» **Task details**
Provide the data again in its entirety, exactly as given.

Saved data entries
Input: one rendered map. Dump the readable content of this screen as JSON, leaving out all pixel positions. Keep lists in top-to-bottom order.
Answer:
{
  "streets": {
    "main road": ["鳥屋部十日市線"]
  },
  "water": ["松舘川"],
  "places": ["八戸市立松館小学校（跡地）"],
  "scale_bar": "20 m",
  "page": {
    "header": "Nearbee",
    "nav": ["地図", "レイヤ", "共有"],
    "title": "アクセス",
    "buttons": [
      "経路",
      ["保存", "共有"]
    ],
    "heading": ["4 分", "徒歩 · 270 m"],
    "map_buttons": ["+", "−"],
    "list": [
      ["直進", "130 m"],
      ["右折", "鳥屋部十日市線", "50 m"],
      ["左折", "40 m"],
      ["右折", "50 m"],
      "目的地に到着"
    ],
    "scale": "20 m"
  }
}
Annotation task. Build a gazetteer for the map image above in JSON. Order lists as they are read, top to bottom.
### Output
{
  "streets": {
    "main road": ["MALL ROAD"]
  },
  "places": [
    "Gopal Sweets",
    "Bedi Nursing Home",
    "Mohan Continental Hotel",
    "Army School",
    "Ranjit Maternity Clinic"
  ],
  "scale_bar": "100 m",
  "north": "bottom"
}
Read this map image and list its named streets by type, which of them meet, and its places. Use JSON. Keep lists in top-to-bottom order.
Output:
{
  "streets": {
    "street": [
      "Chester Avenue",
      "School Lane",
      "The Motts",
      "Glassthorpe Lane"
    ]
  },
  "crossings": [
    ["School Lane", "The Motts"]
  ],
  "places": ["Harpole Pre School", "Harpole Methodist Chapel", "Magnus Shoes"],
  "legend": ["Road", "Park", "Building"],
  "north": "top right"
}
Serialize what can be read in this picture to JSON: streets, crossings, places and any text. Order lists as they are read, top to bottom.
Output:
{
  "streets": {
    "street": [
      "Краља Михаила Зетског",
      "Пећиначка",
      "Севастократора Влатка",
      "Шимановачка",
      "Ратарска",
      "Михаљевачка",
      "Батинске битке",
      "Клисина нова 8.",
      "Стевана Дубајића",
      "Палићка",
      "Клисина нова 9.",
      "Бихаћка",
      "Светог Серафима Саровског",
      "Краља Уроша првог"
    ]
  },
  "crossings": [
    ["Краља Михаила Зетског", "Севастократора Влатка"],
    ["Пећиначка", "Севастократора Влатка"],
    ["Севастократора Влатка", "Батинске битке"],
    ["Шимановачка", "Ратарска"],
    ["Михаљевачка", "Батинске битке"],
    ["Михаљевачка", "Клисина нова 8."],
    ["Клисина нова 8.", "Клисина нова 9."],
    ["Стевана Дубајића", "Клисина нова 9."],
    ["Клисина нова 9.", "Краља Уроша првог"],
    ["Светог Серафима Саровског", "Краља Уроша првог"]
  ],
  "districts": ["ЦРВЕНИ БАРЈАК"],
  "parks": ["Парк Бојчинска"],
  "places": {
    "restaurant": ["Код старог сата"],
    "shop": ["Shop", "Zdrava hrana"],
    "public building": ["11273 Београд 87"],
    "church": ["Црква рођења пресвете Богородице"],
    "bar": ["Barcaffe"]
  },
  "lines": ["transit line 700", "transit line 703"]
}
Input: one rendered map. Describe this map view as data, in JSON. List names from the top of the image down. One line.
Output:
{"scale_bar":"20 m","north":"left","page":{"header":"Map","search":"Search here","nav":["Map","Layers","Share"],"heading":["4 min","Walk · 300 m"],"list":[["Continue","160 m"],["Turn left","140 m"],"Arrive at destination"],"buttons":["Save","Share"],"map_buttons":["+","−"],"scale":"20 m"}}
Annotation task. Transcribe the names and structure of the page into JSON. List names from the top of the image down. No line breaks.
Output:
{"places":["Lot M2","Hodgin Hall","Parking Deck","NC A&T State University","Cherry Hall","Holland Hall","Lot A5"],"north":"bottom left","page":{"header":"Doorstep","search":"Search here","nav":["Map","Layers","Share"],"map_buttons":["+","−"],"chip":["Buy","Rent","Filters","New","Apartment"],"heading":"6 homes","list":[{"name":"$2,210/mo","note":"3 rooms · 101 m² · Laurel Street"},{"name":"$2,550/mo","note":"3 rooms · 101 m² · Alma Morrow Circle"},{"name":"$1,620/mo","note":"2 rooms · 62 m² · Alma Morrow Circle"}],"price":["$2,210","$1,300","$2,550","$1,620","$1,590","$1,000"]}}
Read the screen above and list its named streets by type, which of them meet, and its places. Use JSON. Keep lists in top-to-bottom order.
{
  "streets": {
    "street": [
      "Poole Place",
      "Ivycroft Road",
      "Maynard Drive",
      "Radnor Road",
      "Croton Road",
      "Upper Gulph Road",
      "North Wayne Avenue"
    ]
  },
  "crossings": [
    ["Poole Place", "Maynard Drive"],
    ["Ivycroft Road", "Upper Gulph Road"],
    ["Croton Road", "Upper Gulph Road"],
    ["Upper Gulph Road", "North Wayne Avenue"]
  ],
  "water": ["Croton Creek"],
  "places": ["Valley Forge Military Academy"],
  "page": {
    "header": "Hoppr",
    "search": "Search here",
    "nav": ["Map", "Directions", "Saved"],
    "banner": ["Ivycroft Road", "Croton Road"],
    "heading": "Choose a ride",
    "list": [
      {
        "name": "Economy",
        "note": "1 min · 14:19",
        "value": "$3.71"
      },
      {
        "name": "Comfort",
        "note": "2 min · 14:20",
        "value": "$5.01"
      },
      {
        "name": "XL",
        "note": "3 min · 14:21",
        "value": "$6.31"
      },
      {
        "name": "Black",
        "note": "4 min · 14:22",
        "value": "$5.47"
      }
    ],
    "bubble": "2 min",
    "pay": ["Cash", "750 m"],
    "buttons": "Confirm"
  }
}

» **Answer area**
Input: one rendered map. Dump the readable content of this screen as JSON, leaving out all pixel positions. Keep lists in top-to-bottom order.
Answer:
{
  "streets": {
    "main road": ["鳥屋部十日市線"]
  },
  "water": ["松舘川"],
  "places": ["八戸市立松館小学校（跡地）"],
  "scale_bar": "20 m",
  "page": {
    "header": "Nearbee",
    "nav": ["地図", "レイヤ", "共有"],
    "title": "アクセス",
    "buttons": [
      "経路",
      ["保存", "共有"]
    ],
    "heading": ["4 分", "徒歩 · 270 m"],
    "map_buttons": ["+", "−"],
    "list": [
      ["直進", "130 m"],
      ["右折", "鳥屋部十日市線", "50 m"],
      ["左折", "40 m"],
      ["右折", "50 m"],
      "目的地に到着"
    ],
    "scale": "20 m"
  }
}
Annotation task. Build a gazetteer for the map image above in JSON. Order lists as they are read, top to bottom.
### Output
{
  "streets": {
    "main road": ["MALL ROAD"]
  },
  "places": [
    "Gopal Sweets",
    "Bedi Nursing Home",
    "Mohan Continental Hotel",
    "Army School",
    "Ranjit Maternity Clinic"
  ],
  "scale_bar": "100 m",
  "north": "bottom"
}
Read this map image and list its named streets by type, which of them meet, and its places. Use JSON. Keep lists in top-to-bottom order.
Output:
{
  "streets": {
    "street": [
      "Chester Avenue",
      "School Lane",
      "The Motts",
      "Glassthorpe Lane"
    ]
  },
  "crossings": [
    ["School Lane", "The Motts"]
  ],
  "places": ["Harpole Pre School", "Harpole Methodist Chapel", "Magnus Shoes"],
  "legend": ["Road", "Park", "Building"],
  "north": "top right"
}
Serialize what can be read in this picture to JSON: streets, crossings, places and any text. Order lists as they are read, top to bottom.
Output:
{
  "streets": {
    "street": [
      "Краља Михаила Зетског",
      "Пећиначка",
      "Севастократора Влатка",
      "Шимановачка",
      "Ратарска",
      "Михаљевачка",
      "Батинске битке",
      "Клисина нова 8.",
      "Стевана Дубајића",
      "Палићка",
      "Клисина нова 9.",
      "Бихаћка",
      "Светог Серафима Саровског",
      "Краља Уроша првог"
    ]
  },
  "crossings": [
    ["Краља Михаила Зетског", "Севастократора Влатка"],
    ["Пећиначка", "Севастократора Влатка"],
    ["Севастократора Влатка", "Батинске битке"],
    ["Шимановачка", "Ратарска"],
    ["Михаљевачка", "Батинске битке"],
    ["Михаљевачка", "Клисина нова 8."],
    ["Клисина нова 8.", "Клисина нова 9."],
    ["Стевана Дубајића", "Клисина нова 9."],
    ["Клисина нова 9.", "Краља Уроша првог"],
    ["Светог Серафима Саровског", "Краља Уроша првог"]
  ],
  "districts": ["ЦРВЕНИ БАРЈАК"],
  "parks": ["Парк Бојчинска"],
  "places": {
    "restaurant": ["Код старог сата"],
    "shop": ["Shop", "Zdrava hrana"],
    "public building": ["11273 Београд 87"],
    "church": ["Црква рођења пресвете Богородице"],
    "bar": ["Barcaffe"]
  },
  "lines": ["transit line 700", "transit line 703"]
}
Input: one rendered map. Describe this map view as data, in JSON. List names from the top of the image down. One line.
Output:
{"scale_bar":"20 m","north":"left","page":{"header":"Map","search":"Search here","nav":["Map","Layers","Share"],"heading":["4 min","Walk · 300 m"],"list":[["Continue","160 m"],["Turn left","140 m"],"Arrive at destination"],"buttons":["Save","Share"],"map_buttons":["+","−"],"scale":"20 m"}}
Annotation task. Transcribe the names and structure of the page into JSON. List names from the top of the image down. No line breaks.
Output:
{"places":["Lot M2","Hodgin Hall","Parking Deck","NC A&T State University","Cherry Hall","Holland Hall","Lot A5"],"north":"bottom left","page":{"header":"Doorstep","search":"Search here","nav":["Map","Layers","Share"],"map_buttons":["+","−"],"chip":["Buy","Rent","Filters","New","Apartment"],"heading":"6 homes","list":[{"name":"$2,210/mo","note":"3 rooms · 101 m² · Laurel Street"},{"name":"$2,550/mo","note":"3 rooms · 101 m² · Alma Morrow Circle"},{"name":"$1,620/mo","note":"2 rooms · 62 m² · Alma Morrow Circle"}],"price":["$2,210","$1,300","$2,550","$1,620","$1,590","$1,000"]}}
Read the screen above and list its named streets by type, which of them meet, and its places. Use JSON. Keep lists in top-to-bottom order.
{
  "streets": {
    "street": [
      "Poole Place",
      "Ivycroft Road",
      "Maynard Drive",
      "Radnor Road",
      "Croton Road",
      "Upper Gulph Road",
      "North Wayne Avenue"
    ]
  },
  "crossings": [
    ["Poole Place", "Maynard Drive"],
    ["Ivycroft Road", "Upper Gulph Road"],
    ["Croton Road", "Upper Gulph Road"],
    ["Upper Gulph Road", "North Wayne Avenue"]
  ],
  "water": ["Croton Creek"],
  "places": ["Valley Forge Military Academy"],
  "page": {
    "header": "Hoppr",
    "search": "Search here",
    "nav": ["Map", "Directions", "Saved"],
    "banner": ["Ivycroft Road", "Croton Road"],
    "heading": "Choose a ride",
    "list": [
      {
        "name": "Economy",
        "note": "1 min · 14:19",
        "value": "$3.71"
      },
      {
        "name": "Comfort",
        "note": "2 min · 14:20",
        "value": "$5.01"
      },
      {
        "name": "XL",
        "note": "3 min · 14:21",
        "value": "$6.31"
      },
      {
        "name": "Black",
        "note": "4 min · 14:22",
        "value": "$5.47"
      }
    ],
    "bubble": "2 min",
    "pay": ["Cash", "750 m"],
    "buttons": "Confirm"
  }
}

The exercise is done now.